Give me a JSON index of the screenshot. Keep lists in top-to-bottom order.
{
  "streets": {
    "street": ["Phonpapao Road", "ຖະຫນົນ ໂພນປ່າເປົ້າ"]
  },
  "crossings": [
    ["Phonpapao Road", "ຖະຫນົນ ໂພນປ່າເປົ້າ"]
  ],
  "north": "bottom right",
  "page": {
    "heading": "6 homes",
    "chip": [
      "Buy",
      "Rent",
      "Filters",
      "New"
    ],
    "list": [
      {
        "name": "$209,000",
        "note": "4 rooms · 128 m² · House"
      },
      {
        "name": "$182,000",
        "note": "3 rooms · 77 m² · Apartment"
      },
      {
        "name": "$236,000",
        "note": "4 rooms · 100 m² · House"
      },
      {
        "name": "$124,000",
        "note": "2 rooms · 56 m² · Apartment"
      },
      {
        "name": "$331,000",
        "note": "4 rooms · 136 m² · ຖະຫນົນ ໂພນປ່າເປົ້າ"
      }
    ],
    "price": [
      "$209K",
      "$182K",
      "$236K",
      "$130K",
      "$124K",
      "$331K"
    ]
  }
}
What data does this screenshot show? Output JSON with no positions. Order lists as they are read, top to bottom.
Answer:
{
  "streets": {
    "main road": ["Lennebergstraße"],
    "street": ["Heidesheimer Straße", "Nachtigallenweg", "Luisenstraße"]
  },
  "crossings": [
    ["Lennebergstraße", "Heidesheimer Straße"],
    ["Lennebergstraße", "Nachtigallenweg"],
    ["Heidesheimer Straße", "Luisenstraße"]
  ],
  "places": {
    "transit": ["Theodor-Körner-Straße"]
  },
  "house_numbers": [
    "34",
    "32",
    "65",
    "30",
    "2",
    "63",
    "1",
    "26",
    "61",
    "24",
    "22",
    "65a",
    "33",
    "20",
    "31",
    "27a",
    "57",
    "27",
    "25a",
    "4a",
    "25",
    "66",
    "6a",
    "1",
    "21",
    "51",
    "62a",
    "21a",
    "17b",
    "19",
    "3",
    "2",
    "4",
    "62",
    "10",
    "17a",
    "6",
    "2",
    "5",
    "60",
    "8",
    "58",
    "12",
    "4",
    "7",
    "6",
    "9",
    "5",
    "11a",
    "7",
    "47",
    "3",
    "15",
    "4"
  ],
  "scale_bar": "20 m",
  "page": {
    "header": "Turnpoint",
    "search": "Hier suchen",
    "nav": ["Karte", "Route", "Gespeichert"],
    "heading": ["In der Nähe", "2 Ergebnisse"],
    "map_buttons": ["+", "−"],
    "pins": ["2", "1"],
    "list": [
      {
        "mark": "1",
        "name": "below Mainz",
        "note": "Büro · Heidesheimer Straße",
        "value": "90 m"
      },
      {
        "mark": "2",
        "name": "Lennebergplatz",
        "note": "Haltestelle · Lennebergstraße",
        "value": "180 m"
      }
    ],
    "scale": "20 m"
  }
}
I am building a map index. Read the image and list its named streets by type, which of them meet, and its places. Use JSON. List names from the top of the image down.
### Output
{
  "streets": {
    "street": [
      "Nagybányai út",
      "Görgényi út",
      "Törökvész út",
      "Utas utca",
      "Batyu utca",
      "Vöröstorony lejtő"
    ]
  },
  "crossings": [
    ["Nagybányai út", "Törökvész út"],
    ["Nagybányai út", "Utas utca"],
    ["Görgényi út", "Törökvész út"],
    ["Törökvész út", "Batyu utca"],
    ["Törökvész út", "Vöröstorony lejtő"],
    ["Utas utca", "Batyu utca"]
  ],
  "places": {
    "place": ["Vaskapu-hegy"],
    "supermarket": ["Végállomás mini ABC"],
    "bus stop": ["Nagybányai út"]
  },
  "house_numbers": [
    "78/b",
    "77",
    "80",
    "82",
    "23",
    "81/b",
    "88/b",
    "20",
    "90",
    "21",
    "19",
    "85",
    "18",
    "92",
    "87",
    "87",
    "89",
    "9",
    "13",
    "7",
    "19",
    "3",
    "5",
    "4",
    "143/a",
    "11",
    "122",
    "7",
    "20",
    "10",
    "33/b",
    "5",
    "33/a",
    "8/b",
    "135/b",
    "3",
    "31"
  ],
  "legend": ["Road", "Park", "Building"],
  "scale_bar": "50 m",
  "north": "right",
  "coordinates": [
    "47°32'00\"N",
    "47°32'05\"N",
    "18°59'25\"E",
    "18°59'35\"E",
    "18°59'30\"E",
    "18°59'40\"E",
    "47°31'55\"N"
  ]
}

#####

Your assignment: Copy out the material word for word and line for line.

Answer section:
Give me a JSON index of the screenshot. Keep lists in top-to-bottom order.
{
  "streets": {
    "street": ["Phonpapao Road", "ຖະຫນົນ ໂພນປ່າເປົ້າ"]
  },
  "crossings": [
    ["Phonpapao Road", "ຖະຫນົນ ໂພນປ່າເປົ້າ"]
  ],
  "north": "bottom right",
  "page": {
    "heading": "6 homes",
    "chip": [
      "Buy",
      "Rent",
      "Filters",
      "New"
    ],
    "list": [
      {
        "name": "$209,000",
        "note": "4 rooms · 128 m² · House"
      },
      {
        "name": "$182,000",
        "note": "3 rooms · 77 m² · Apartment"
      },
      {
        "name": "$236,000",
        "note": "4 rooms · 100 m² · House"
      },
      {
        "name": "$124,000",
        "note": "2 rooms · 56 m² · Apartment"
      },
      {
        "name": "$331,000",
        "note": "4 rooms · 136 m² · ຖະຫນົນ ໂພນປ່າເປົ້າ"
      }
    ],
    "price": [
      "$209K",
      "$182K",
      "$236K",
      "$130K",
      "$124K",
      "$331K"
    ]
  }
}
What data does this screenshot show? Output JSON with no positions. Order lists as they are read, top to bottom.
Answer:
{
  "streets": {
    "main road": ["Lennebergstraße"],
    "street": ["Heidesheimer Straße", "Nachtigallenweg", "Luisenstraße"]
  },
  "crossings": [
    ["Lennebergstraße", "Heidesheimer Straße"],
    ["Lennebergstraße", "Nachtigallenweg"],
    ["Heidesheimer Straße", "Luisenstraße"]
  ],
  "places": {
    "transit": ["Theodor-Körner-Straße"]
  },
  "house_numbers": [
    "34",
    "32",
    "65",
    "30",
    "2",
    "63",
    "1",
    "26",
    "61",
    "24",
    "22",
    "65a",
    "33",
    "20",
    "31",
    "27a",
    "57",
    "27",
    "25a",
    "4a",
    "25",
    "66",
    "6a",
    "1",
    "21",
    "51",
    "62a",
    "21a",
    "17b",
    "19",
    "3",
    "2",
    "4",
    "62",
    "10",
    "17a",
    "6",
    "2",
    "5",
    "60",
    "8",
    "58",
    "12",
    "4",
    "7",
    "6",
    "9",
    "5",
    "11a",
    "7",
    "47",
    "3",
    "15",
    "4"
  ],
  "scale_bar": "20 m",
  "page": {
    "header": "Turnpoint",
    "search": "Hier suchen",
    "nav": ["Karte", "Route", "Gespeichert"],
    "heading": ["In der Nähe", "2 Ergebnisse"],
    "map_buttons": ["+", "−"],
    "pins": ["2", "1"],
    "list": [
      {
        "mark": "1",
        "name": "below Mainz",
        "note": "Büro · Heidesheimer Straße",
        "value": "90 m"
      },
      {
        "mark": "2",
        "name": "Lennebergplatz",
        "note": "Haltestelle · Lennebergstraße",
        "value": "180 m"
      }
    ],
    "scale": "20 m"
  }
}
I am building a map index. Read the image and list its named streets by type, which of them meet, and its places. Use JSON. List names from the top of the image down.
### Output
{
  "streets": {
    "street": [
      "Nagybányai út",
      "Görgényi út",
      "Törökvész út",
      "Utas utca",
      "Batyu utca",
      "Vöröstorony lejtő"
    ]
  },
  "crossings": [
    ["Nagybányai út", "Törökvész út"],
    ["Nagybányai út", "Utas utca"],
    ["Görgényi út", "Törökvész út"],
    ["Törökvész út", "Batyu utca"],
    ["Törökvész út", "Vöröstorony lejtő"],
    ["Utas utca", "Batyu utca"]
  ],
  "places": {
    "place": ["Vaskapu-hegy"],
    "supermarket": ["Végállomás mini ABC"],
    "bus stop": ["Nagybányai út"]
  },
  "house_numbers": [
    "78/b",
    "77",
    "80",
    "82",
    "23",
    "81/b",
    "88/b",
    "20",
    "90",
    "21",
    "19",
    "85",
    "18",
    "92",
    "87",
    "87",
    "89",
    "9",
    "13",
    "7",
    "19",
    "3",
    "5",
    "4",
    "143/a",
    "11",
    "122",
    "7",
    "20",
    "10",
    "33/b",
    "5",
    "33/a",
    "8/b",
    "135/b",
    "3",
    "31"
  ],
  "legend": ["Road", "Park", "Building"],
  "scale_bar": "50 m",
  "north": "right",
  "coordinates": [
    "47°32'00\"N",
    "47°32'05\"N",
    "18°59'25\"E",
    "18°59'35\"E",
    "18°59'30\"E",
    "18°59'40\"E",
    "47°31'55\"N"
  ]
}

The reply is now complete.